Lors d'un divorce, la pension alimentaire fixée par le juge est normalement versée au parent qui héberge l'enfant. Mais que se passe-t-il lorsque celui-ci devient majeur et poursuit des études ? Peut-il réclamer lui-même une aide financière plus importante à l'un de ses parents ? La Cour de cassation vient de trancher, rapporte Le Monde, dans un arrêt de la première chambre civile rendu le 4 mars.

L'affaire concernait une jeune femme, A., dont les parents avaient divorcé en 2020, alors qu'elle était âgée de 17 ans. Le juge aux affaires familiales (JAF) avait fixé sa résidence chez sa mère et astreint son père à verser une pension alimentaire de 150 euros par mois à cette dernière.

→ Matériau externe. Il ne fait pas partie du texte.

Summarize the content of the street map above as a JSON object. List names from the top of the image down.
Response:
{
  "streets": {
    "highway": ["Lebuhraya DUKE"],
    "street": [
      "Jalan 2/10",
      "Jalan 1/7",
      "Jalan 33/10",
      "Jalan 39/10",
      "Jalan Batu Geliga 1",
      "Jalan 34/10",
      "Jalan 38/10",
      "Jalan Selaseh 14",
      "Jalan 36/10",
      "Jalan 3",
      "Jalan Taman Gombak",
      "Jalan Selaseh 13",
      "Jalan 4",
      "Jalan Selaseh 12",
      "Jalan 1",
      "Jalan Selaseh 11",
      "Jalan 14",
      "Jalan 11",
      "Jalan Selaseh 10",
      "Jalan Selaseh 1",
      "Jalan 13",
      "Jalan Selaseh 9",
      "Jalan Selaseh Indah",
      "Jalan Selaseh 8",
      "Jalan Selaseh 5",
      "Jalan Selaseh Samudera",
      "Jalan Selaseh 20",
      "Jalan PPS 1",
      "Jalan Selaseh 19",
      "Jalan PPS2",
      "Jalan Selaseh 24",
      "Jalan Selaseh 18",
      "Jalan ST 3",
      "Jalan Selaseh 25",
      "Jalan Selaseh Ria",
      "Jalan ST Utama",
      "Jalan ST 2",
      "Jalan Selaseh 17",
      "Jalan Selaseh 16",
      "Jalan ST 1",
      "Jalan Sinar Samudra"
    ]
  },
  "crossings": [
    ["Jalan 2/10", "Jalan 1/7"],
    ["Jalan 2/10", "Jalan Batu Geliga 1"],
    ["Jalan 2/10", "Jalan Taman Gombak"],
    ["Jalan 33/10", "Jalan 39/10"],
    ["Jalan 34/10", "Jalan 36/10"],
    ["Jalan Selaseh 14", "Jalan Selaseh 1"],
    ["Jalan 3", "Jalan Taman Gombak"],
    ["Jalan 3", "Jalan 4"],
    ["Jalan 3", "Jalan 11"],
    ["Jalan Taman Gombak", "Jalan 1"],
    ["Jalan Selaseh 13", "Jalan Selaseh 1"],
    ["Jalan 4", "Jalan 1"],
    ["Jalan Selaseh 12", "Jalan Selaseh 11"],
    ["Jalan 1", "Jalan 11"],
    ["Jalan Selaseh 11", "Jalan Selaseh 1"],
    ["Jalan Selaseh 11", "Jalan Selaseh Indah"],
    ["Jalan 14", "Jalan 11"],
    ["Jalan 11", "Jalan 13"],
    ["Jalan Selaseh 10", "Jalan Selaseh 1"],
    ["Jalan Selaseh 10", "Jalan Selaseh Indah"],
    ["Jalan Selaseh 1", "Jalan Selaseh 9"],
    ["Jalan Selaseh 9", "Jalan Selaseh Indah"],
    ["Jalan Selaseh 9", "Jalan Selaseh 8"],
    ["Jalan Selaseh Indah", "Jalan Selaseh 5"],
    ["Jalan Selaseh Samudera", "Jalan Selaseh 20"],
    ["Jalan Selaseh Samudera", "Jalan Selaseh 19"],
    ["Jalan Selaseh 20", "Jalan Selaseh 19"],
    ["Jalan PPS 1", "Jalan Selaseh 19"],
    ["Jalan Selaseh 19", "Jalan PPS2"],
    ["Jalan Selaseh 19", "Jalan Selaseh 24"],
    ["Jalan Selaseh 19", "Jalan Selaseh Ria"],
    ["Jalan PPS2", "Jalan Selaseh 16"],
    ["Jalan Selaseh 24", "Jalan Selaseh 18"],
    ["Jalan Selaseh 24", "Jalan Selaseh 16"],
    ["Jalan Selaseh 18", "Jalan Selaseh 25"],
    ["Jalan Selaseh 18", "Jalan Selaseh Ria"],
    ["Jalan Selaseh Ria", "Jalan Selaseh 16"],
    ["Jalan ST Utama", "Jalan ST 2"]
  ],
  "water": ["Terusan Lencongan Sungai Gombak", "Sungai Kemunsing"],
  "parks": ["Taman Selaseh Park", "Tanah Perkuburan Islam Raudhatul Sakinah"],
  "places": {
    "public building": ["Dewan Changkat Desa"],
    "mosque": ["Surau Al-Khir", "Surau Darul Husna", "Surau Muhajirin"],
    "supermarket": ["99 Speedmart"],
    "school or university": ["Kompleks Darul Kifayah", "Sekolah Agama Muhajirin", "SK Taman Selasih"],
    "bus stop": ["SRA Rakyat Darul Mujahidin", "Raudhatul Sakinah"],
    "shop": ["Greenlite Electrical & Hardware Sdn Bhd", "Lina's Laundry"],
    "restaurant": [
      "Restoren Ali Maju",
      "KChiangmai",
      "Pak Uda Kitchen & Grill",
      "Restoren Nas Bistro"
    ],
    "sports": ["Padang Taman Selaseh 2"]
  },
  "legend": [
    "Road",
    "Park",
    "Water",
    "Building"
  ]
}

Une fois majeure, sa fille, qui suit des études d'infirmière, a saisi la justice pour demander que son père lui verse directement une contribution de 500 euros par mois afin de financer sa formation. Elle précisait ne pas vouloir remettre en cause le jugement de divorce.

La cour d'appel de Metz avait pourtant rejeté sa demande, estimant qu'elle revenait indirectement à modifier les modalités fixées lors du divorce, ce qui n'était pas possible puisque seule sa mère a intérêt à agir.

Saisie du litige, la Cour de cassation a censuré cette décision. Les magistrats estiment que l'enfant majeur dispose d'un droit propre lui permettant d'agir contre l'un de ses parents afin d'obtenir une contribution à son entretien et à son éducation, qu'il s'agisse d'une aide complémentaire ou principale.

« Les termes « complémentaire ou principale » laissent entendre que A. peut non seulement obtenir une somme additionnelle à celle dont elle bénéficie au travers de la pension alimentaire, mais aussi demander une modification du jugement de divorce (montant et/ou modalités de versement) », analyse Le Monde.

Cette décision ouvre donc la possibilité, pour un enfant majeur, de solliciter directement une participation financière adaptée à ses besoins, même lorsqu'une pension alimentaire existe déjà. En revanche, la Haute juridiction précise, dans une note publiée le 10 juin, que si la décision est susceptible de modifier les droits de l'autre parent, celui-ci doit être associé à la procédure.